- Directions for this task: Copy each line of the listing that includes "PANORAMAS".

- Data under study:

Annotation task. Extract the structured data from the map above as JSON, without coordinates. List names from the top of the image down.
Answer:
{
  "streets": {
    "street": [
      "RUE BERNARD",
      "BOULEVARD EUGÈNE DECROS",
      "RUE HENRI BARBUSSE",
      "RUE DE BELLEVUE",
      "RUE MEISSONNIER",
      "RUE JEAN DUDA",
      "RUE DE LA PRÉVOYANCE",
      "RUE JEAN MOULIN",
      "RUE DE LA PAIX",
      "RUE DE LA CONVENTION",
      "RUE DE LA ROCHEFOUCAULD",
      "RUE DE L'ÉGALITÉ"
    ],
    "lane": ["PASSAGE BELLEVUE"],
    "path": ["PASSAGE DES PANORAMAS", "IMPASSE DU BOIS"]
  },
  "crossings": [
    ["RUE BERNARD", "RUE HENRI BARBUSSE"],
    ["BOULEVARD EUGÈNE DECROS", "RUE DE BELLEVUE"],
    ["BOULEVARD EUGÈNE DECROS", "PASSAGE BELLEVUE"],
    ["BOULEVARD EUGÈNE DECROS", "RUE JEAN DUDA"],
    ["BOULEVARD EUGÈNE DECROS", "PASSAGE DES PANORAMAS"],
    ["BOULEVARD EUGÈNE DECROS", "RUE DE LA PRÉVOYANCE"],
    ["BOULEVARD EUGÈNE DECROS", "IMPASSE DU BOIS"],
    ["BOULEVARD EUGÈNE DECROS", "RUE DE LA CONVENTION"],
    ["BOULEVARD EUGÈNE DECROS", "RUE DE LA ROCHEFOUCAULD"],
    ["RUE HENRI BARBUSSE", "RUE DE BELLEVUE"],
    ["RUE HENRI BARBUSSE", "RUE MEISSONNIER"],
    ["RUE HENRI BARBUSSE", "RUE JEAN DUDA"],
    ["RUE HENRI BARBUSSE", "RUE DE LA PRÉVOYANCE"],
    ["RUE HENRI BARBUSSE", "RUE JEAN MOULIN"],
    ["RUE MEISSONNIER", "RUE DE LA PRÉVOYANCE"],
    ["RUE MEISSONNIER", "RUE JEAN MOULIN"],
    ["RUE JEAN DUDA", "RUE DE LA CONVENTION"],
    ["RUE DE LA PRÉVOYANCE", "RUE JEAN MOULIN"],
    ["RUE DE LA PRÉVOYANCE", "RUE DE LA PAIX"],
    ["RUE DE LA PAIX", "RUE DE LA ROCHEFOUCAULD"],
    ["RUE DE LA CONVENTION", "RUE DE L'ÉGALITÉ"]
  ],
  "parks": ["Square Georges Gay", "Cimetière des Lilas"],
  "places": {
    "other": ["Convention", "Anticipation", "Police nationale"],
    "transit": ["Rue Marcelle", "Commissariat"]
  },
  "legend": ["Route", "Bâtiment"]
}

- Answer to the exercise:
    "path": ["PASSAGE DES PANORAMAS", "IMPASSE DU BOIS"]
    ["BOULEVARD EUGÈNE DECROS", "PASSAGE DES PANORAMAS"],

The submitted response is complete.